Along with its « chauvinistic » music, this town’s aural emblem has to be its « creolised » language invented by its youths in an effort to distinguish themselves from the terribly puritanical Kinois rearguard, which is modelled by a handful of intellectuals resistant to the rise of this new wave of uncouth Kinois. Too late! Television has opened the floodgates and the young Kinois’ new « ideology » (whose content has yet to be defined) spurts forth from the « neo-Kinicity » tap.
This is the lot of a town that is nightmarish, extravagant, and incredible all in one. These are the layers of a pugnacious existence that people inevitably escape through magic and music. Music is perceived here as the essential outpouring of a town inhabited by incandescent imaginations cooped up in an unrivalled sybaritic energy inherited from their « MC » ancestors. The dazzling character of this town’s youth’s inventiveness is the site of all utopias, all extravagances, and inspiration.
Coming on to N’dombolo, there is indeed a desire to « folklorise » this artistic body language that precisely seeks to rid itself of this kind of simian banality people have tended to caricature it with.
What could be more understandable! In this joyous existential disorder, everything is indeed devised in a vacuous state of jubilation. The « danced territory » knows no limits. It sometimes even passionately makes overtures to the animal world, as was previously the case with Minzoto Wella Wella’s « Eséma duckling » dance inspired by the « duck waddle », or nowadays with young people’s famous emblematic dance, N’dombolo, which, people have it, was inspired by the antics of a certain « Old Marcel ».
« Old Marcel »? Yes, Kinshasa zoo’s one and only (now defunct) « star primate ». But his cage is still there. Empty, but full of wonderful memories – memories of an incomparable N’domb… – what am I saying? – I mean « rumba » dancer. Old Marcel style, of course. That good old languid and swaying Congolese rumba that youngsters adapted to their « mechanical » choreographies – enriching it in its softer version, N’dombolo, with a staggering velocity.
Only « Old Marcel » is long gone. All of a sudden, there is no one who can « n’dombolise » like him. He was not just any old ape. He was one music-loving monkey. And Kinois by birth. A performer or minstrel in his own right. A real music and dance lover who knew, like nobody else in the world, how to draw his resources from the oval and misshapen lines of his body. And it is to him that we owe the young Kinois’ favourite dance, N’dombolo.

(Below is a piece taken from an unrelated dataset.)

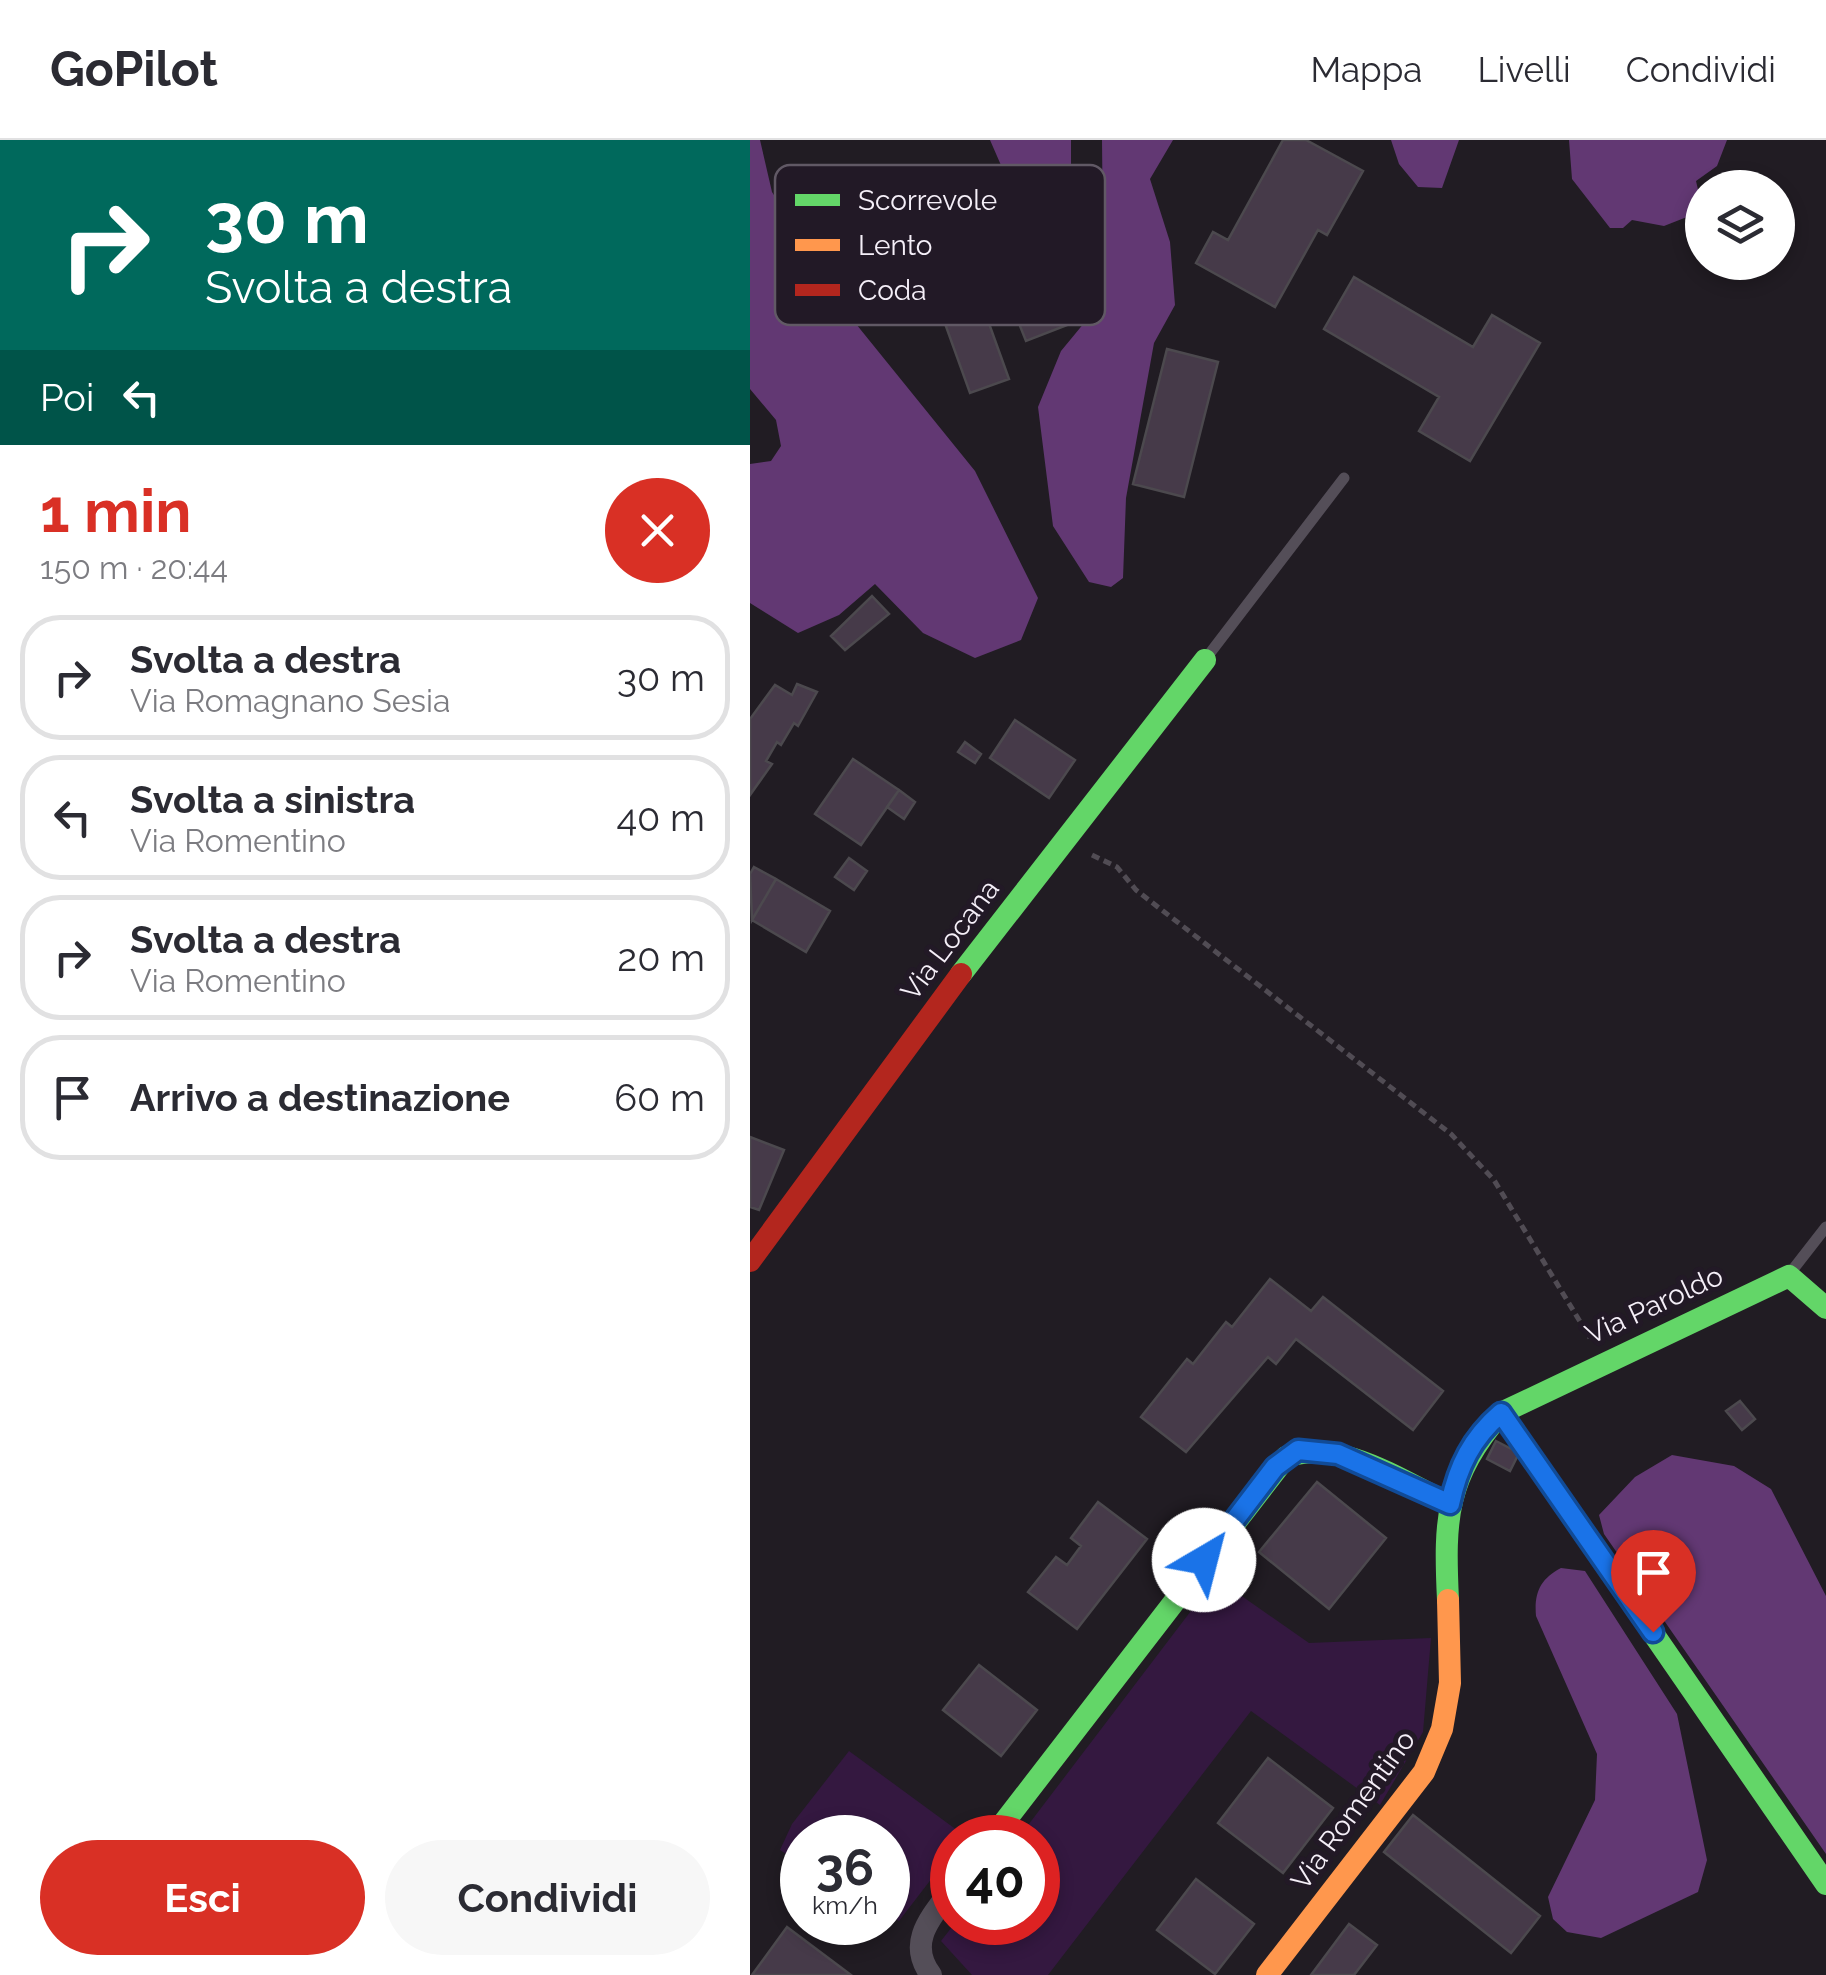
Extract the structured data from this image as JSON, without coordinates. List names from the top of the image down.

The new generation strikes back
N’dombolo? A name like any other, drawn from youth idioms nearly five years ago now. Here, however, the name is charged with a double symbolism. It first of all symbolises the craziness born out of a consensual poaching in the animal world – a bit as if to give a human soul and face to what, previously, came under the sole sovereignty of our old « cousin » Marcel. Secondly, it is a way of transcending the excessively conformist language of urban dance to give it a meaning that goes well beyond the human, mid-way between contemporary creation and the desire to escape beyond consensual limits. Somewhere between a corporal expression that activates all its limbs, all its emotions, and creative freedom.
Wasn’t it also (always) young people who, in the past, created the « Kwasa Kwasa » (started by Lingwala’s enfant terrible, Janora) by imitating the ritual body language of the mechanic? Out of this was born the « Kuku Turkey » (the dance of the turkey), signed Papa Wemba’s Viva la Musica in 1979…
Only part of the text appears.